*** Begin section ***

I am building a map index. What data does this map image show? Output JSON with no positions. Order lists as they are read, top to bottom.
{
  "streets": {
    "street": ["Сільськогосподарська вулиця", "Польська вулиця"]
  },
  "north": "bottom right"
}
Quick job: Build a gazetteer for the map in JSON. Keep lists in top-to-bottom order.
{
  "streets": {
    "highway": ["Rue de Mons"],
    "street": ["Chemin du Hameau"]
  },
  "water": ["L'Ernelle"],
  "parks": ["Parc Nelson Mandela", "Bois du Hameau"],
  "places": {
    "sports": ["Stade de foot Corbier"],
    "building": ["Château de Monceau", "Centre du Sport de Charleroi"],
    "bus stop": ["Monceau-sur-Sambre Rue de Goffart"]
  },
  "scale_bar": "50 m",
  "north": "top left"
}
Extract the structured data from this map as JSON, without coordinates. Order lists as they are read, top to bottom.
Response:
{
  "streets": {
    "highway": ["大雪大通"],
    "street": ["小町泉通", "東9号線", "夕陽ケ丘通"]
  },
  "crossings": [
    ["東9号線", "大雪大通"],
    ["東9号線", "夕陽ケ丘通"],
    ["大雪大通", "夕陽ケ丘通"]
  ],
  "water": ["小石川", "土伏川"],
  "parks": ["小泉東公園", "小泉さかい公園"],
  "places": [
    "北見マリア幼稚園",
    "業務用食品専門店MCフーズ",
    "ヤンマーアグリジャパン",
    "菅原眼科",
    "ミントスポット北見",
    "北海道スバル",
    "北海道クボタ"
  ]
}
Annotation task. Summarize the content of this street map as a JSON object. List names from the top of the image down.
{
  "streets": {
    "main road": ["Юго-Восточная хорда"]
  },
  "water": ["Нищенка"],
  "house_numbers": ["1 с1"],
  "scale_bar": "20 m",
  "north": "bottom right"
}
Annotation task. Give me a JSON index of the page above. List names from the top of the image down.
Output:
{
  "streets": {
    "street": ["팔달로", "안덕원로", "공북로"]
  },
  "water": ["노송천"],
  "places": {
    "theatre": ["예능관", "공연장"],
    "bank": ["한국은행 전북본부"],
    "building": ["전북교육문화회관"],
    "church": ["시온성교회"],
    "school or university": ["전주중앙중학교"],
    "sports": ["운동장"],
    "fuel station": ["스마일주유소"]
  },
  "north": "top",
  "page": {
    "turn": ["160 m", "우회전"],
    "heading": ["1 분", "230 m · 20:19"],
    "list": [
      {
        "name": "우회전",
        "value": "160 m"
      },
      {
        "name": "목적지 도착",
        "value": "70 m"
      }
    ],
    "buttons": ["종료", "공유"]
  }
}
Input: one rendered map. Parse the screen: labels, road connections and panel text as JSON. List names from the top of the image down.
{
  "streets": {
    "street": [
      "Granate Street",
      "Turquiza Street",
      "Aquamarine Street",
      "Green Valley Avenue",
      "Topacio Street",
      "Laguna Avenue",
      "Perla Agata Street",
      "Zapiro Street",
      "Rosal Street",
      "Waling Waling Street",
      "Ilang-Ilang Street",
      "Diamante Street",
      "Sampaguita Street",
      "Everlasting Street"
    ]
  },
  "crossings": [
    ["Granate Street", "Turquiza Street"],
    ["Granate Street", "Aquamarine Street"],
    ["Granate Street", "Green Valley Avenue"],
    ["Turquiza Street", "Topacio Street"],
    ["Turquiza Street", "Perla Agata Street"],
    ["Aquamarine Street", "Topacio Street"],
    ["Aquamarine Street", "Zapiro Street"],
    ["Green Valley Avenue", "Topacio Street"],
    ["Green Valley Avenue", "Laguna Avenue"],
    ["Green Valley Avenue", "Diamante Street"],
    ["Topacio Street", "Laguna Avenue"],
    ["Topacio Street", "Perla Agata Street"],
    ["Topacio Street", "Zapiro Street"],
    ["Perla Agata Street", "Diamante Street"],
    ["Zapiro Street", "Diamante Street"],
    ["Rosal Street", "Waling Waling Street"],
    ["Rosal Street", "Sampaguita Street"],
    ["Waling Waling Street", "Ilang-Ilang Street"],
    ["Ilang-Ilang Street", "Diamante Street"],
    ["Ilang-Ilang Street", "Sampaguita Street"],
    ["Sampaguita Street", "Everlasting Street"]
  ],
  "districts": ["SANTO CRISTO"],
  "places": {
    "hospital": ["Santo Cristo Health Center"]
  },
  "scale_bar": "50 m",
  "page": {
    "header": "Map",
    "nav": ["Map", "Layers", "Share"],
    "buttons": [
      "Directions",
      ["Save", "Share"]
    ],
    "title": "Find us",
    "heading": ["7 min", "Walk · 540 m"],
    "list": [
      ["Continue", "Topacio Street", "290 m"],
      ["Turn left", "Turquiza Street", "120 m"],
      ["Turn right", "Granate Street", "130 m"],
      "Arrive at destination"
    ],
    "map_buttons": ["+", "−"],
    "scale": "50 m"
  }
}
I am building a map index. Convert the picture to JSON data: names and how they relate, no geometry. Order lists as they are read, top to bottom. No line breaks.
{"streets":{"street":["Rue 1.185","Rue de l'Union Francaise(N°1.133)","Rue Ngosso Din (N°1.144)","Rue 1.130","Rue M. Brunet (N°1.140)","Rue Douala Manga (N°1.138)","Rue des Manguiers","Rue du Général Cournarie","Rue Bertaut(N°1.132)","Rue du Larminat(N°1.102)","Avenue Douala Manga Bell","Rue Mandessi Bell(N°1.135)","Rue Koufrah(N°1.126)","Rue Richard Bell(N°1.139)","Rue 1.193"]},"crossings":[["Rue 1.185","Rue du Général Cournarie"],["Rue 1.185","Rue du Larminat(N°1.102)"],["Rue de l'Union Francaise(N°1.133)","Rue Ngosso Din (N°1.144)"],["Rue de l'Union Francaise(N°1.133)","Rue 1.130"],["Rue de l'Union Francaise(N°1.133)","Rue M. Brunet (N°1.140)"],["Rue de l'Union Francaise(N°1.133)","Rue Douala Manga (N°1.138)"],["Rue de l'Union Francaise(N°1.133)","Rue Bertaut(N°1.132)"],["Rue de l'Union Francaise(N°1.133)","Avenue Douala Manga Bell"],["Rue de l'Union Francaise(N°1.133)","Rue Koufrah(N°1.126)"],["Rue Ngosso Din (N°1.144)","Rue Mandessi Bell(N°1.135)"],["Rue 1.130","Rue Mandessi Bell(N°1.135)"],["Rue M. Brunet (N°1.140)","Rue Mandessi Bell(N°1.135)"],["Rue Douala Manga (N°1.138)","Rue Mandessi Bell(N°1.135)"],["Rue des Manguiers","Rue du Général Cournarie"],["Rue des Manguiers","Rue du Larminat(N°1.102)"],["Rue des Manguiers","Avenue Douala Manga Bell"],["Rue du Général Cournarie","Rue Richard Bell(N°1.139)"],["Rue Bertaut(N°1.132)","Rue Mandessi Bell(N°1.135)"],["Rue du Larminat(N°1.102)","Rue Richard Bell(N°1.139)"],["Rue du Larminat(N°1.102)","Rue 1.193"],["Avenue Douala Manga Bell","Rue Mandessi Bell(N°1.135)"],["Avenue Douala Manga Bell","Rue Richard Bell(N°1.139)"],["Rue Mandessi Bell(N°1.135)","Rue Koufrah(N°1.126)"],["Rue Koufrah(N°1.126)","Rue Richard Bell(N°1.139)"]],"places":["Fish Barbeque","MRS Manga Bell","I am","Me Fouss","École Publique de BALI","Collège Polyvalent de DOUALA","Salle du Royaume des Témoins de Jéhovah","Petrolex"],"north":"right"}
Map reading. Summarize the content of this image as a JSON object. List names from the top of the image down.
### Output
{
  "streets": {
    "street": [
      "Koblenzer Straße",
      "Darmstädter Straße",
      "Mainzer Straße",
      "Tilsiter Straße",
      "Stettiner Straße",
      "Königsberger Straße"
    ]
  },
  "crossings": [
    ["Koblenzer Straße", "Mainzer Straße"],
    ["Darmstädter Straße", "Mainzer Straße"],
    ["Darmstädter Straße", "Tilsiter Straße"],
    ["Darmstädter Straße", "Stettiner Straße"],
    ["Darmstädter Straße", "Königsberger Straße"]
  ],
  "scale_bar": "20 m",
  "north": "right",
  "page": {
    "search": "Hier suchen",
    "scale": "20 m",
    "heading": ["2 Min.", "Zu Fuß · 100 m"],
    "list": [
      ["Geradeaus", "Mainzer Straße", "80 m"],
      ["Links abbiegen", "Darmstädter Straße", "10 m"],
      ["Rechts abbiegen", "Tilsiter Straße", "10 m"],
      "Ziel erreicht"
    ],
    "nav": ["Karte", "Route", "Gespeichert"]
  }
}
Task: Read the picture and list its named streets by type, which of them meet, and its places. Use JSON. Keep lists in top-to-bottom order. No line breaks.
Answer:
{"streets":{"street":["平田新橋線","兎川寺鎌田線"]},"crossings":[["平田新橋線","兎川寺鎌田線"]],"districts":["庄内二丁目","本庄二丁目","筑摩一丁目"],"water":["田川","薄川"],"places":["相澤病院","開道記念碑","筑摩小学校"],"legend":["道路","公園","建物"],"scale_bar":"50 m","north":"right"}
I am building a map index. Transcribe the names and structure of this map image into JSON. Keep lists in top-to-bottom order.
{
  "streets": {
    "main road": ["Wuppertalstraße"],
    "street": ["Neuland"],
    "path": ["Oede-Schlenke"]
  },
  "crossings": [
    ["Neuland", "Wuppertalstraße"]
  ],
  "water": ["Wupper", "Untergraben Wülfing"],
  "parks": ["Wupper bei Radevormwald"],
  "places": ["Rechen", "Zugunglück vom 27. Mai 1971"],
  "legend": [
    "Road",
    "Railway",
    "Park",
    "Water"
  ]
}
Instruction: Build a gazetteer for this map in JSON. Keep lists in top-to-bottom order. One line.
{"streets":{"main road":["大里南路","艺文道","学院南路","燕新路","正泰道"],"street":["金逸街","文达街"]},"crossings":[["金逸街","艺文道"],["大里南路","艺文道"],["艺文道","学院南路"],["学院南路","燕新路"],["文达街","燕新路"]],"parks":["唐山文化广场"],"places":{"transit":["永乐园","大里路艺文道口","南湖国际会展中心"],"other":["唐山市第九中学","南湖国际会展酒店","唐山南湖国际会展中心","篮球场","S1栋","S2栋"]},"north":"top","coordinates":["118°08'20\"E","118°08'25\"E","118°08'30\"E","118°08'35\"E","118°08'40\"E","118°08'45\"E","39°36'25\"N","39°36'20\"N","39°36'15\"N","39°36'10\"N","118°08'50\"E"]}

*** End section ***

» EXERCISE AIM:
Which lines in the data above hold the string "Hameau"? Return each of them.

» EXPECTED ANSWER:
    "street": ["Chemin du Hameau"]
  "parks": ["Parc Nelson Mandela", "Bois du Hameau"],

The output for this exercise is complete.